За день его никто не потревожил. Так он и пролежал до вечера. В сумерках обследовал нижний этаж, нашел на окне почти полбуханки хлеба, большую часть съел (досыта), меньшую вынес из дома и зарыл в мягкую землю около траншеи; все это он сделал основательно, как и полагается: хоть и не было силы, а собачье правило «Хорони кусок про черный день» соблюдать надо. Теперь он почувствовал, что может продолжать путь. И пошел к своей родной двери.
К родной двери, к той самой, знакомой с первых дней жизни, к двери, за которой доверие, наивная святая правда, жалость, дружба и сочувствие были настолько естественны, до абсолютной простоты, что сами эти понятия определять не имело смысла. Да и зачем Биму все это осмысливать? Он, во-первых, не смог бы это сделать как представитель собачьих, а во-вторых, если бы он и попытался подняться до недосягаемой для него высоты разума Гомо, он погиб бы уже оттого, что его наивность люди почли бы дерзостью необыкновенной и даже преступной. В самом деле, Бим тогда кусал бы подлеца обязательно, труса — тоже, лжеца — не задумываясь, бюрократа он съедал бы по частям и т. д., и кусал бы сознательно, исполняя долг, а не так, как он укусил Серого, уже после того, как тот жестоко избил по голове. Нет, та дверь, куда шел Бим, была частью его существа, она — его жизнь. И — все. Так ни одна собака в мире не считает обыкновенную преданность чем-то необычным. Но люди придумали превозносить это чувство собаки как подвиг только потому, что не все они и не так уж часто обладают преданностью другу и верностью долгу настолько, чтобы это было корнем жизни, естественной основой самого существа, когда благородство души — само собой разумеющееся состояние.
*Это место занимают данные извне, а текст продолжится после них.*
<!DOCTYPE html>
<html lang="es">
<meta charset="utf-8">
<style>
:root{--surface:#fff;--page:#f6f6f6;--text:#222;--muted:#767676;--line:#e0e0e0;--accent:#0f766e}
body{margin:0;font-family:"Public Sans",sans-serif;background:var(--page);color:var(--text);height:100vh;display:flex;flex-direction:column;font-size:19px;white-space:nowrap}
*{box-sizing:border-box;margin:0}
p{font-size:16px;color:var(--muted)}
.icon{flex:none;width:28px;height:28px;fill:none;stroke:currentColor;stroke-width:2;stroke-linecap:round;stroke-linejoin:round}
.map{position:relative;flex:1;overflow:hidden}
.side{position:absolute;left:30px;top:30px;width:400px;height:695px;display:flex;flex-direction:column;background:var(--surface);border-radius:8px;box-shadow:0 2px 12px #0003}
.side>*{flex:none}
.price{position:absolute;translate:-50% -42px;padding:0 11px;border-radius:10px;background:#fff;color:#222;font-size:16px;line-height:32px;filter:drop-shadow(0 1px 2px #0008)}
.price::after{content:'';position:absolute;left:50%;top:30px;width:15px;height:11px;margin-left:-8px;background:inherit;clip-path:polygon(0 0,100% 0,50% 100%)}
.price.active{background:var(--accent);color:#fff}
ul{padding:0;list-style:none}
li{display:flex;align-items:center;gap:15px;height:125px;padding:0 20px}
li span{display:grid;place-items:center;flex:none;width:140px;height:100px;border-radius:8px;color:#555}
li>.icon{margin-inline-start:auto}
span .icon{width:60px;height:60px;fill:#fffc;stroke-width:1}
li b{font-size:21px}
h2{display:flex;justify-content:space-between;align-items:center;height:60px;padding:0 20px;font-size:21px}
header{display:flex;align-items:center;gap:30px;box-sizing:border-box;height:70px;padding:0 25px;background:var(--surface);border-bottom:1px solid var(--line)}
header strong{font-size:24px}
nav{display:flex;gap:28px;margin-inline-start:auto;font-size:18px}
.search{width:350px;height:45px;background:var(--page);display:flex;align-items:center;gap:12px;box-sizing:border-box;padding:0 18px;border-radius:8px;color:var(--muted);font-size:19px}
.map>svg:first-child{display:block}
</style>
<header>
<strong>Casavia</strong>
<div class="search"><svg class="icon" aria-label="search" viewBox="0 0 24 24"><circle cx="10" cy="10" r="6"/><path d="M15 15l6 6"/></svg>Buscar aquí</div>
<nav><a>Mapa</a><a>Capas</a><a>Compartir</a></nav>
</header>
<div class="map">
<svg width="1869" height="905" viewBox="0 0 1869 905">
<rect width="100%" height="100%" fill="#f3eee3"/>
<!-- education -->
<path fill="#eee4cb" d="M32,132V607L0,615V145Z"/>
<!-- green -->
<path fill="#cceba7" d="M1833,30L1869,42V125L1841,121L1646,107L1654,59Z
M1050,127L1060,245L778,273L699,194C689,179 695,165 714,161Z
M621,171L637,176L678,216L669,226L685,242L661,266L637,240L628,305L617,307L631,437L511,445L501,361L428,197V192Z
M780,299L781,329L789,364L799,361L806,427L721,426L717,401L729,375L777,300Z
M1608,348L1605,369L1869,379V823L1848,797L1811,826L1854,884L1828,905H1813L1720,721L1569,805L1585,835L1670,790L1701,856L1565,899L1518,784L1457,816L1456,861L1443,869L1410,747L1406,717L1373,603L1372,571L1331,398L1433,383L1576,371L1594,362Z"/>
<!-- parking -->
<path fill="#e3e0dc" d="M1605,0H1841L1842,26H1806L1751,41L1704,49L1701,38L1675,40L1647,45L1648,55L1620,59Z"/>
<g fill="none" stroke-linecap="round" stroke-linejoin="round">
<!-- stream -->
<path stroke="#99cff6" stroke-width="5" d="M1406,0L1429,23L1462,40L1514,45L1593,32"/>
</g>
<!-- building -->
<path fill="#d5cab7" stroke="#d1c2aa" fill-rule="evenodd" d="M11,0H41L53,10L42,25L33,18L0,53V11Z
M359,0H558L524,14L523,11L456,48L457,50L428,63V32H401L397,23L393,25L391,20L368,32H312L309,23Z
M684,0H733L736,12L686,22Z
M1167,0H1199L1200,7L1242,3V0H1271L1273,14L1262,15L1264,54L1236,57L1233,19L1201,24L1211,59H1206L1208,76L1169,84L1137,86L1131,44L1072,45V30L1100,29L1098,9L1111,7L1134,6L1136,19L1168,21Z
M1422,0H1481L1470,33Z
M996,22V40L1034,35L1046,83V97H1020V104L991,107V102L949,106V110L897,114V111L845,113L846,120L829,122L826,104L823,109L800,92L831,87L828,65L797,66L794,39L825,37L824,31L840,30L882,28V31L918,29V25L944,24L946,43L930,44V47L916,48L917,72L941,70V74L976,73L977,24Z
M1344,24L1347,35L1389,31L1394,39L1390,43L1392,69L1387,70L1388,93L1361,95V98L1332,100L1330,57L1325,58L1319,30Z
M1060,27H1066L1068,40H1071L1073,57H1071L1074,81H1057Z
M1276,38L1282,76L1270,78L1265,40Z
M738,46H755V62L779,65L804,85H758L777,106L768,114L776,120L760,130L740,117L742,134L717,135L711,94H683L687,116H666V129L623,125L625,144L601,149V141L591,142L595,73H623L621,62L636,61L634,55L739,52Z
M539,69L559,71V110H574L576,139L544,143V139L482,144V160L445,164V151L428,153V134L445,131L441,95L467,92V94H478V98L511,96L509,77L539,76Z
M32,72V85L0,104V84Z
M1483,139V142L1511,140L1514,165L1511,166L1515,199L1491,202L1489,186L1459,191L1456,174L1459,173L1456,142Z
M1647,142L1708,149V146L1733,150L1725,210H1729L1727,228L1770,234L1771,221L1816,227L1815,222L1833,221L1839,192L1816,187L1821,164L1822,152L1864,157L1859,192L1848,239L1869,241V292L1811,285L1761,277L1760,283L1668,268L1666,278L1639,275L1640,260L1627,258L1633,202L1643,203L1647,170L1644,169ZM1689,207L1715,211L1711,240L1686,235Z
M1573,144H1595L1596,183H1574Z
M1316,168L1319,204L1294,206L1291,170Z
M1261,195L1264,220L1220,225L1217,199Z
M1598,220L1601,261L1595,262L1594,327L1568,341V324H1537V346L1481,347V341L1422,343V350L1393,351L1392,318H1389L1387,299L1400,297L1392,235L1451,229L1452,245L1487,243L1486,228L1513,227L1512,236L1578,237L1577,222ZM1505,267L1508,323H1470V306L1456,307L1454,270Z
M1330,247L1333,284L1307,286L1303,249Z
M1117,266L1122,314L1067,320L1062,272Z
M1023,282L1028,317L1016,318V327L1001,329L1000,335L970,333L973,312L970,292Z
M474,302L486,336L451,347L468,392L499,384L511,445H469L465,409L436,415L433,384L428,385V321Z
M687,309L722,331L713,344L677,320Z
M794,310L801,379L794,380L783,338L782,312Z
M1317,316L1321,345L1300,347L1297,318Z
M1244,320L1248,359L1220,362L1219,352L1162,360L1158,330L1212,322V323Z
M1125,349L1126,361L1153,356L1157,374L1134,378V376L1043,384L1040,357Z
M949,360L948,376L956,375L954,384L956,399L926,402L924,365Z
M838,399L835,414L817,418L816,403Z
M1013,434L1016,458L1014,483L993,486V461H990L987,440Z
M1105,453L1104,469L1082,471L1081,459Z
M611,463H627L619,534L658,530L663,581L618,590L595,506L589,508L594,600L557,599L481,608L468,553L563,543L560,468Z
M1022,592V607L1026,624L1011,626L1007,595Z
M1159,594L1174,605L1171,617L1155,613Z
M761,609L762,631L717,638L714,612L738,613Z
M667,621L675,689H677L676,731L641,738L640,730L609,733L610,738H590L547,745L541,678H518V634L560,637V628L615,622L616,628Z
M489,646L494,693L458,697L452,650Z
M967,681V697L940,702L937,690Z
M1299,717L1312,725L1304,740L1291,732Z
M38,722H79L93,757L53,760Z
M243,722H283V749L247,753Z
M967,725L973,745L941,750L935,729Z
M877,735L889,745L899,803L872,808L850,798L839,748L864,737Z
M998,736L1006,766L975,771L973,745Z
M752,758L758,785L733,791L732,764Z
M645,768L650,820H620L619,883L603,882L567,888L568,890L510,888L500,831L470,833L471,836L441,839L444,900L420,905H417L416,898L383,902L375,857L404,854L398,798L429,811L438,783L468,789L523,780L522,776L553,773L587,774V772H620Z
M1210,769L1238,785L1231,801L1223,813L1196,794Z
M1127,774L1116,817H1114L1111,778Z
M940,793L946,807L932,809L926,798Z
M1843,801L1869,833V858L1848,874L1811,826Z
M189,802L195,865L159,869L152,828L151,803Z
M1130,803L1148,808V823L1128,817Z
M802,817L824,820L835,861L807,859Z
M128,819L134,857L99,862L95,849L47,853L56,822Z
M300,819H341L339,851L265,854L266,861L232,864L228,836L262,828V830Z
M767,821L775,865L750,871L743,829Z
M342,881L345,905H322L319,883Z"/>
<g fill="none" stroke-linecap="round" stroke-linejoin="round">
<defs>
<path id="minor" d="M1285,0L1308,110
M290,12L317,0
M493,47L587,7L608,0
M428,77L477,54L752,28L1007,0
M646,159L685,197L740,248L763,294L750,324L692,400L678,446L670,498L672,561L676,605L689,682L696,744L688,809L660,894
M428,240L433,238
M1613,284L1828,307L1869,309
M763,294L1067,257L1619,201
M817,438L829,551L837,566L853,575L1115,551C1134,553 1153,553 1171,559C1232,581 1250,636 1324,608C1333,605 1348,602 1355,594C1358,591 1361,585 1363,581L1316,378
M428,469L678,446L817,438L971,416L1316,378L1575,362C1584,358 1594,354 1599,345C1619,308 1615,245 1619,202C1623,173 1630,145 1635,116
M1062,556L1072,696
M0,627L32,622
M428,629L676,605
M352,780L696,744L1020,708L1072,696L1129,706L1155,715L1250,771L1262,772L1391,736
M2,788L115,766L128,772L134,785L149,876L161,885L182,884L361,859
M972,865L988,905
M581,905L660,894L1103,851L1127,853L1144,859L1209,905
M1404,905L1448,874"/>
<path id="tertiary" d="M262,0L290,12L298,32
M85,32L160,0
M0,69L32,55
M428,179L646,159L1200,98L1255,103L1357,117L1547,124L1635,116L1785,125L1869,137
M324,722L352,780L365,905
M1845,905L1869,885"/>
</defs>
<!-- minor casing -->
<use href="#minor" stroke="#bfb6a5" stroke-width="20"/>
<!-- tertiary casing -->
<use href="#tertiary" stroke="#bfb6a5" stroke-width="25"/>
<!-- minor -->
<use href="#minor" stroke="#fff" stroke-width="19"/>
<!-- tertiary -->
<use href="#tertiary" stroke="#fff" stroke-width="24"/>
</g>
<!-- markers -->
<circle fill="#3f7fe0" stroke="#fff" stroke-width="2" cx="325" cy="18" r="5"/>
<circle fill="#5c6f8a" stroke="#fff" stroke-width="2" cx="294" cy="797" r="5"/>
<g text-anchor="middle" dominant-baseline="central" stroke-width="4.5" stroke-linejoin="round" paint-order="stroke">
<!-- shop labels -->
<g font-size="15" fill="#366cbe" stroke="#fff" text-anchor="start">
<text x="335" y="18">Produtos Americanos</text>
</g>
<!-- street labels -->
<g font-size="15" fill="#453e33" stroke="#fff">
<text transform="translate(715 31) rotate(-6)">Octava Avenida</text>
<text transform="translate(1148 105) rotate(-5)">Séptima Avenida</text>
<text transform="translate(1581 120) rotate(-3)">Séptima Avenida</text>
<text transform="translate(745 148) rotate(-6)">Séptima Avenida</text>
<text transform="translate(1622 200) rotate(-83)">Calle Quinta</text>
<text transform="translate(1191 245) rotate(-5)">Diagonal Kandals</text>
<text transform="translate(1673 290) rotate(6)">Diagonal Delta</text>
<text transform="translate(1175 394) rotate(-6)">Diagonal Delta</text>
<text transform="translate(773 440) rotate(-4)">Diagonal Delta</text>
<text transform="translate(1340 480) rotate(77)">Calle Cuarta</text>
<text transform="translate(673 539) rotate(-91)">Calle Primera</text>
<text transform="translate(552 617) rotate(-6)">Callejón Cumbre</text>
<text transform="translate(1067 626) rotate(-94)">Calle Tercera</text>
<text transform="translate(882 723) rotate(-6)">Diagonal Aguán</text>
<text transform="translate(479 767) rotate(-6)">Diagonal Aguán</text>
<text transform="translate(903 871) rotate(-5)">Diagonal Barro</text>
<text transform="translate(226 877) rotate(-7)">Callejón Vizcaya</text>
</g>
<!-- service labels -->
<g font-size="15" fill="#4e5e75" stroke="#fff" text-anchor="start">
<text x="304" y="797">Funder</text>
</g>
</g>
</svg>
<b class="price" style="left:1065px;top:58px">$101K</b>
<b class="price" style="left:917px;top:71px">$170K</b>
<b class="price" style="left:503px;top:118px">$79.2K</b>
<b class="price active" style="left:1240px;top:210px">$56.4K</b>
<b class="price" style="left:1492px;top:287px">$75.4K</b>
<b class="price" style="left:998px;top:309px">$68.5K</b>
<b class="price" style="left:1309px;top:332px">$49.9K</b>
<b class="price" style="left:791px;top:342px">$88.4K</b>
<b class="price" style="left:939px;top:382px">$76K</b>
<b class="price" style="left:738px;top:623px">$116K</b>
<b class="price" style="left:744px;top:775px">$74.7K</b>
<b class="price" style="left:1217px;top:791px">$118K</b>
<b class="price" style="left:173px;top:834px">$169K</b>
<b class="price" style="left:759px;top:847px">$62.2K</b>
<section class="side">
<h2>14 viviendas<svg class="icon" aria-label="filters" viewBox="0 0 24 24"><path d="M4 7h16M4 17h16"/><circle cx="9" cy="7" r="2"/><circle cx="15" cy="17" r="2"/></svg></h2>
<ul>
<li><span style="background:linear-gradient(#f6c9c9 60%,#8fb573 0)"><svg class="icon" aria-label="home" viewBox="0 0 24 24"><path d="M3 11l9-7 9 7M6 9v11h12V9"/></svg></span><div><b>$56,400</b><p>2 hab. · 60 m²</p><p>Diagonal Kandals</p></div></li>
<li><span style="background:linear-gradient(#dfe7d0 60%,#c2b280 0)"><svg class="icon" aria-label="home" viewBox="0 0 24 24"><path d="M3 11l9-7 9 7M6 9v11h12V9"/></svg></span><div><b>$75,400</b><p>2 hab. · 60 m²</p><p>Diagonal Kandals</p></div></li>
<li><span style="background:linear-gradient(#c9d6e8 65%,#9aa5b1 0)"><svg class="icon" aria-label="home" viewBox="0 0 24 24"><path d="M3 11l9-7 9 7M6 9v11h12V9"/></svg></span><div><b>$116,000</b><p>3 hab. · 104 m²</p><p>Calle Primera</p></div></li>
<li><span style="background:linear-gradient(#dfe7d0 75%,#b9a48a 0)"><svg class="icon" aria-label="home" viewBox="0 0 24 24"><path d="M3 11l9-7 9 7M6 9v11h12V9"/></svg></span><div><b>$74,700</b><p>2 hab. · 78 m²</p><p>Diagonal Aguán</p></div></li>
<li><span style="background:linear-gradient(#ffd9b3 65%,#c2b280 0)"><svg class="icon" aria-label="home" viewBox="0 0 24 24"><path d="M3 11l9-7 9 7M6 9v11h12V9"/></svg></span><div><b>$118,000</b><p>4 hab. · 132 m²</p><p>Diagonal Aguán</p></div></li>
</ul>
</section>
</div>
Дверь, к которой шел Бим, — это дверь его друга, а следовательно, его, Бима, дверь. Он шел к двери доверия и жизни. Бим хотел бы достичь ее и либо дождаться друга, либо умереть: искать его в городе уже не было сил. Он мог только ждать. Только ждать.
Но что мы можем поделать, если и в эту ночь Бим так-таки и не дошел до своего дома?
Надо было прежде всего обойти район Серого, а для этого обязательно пройти мимо дома Толика. Так оно и получилось. Бим оказался у калитки маленького друга и не мог, просто не мог пройти ее, будто чужую. Он прилег у высокого кирпичного забора, свернувшись в полукалачик и вывернув голову в сторону; то ли раненая собака, то ли умирающая, то ли совсем мертвая — мог бы подумать любой прохожий.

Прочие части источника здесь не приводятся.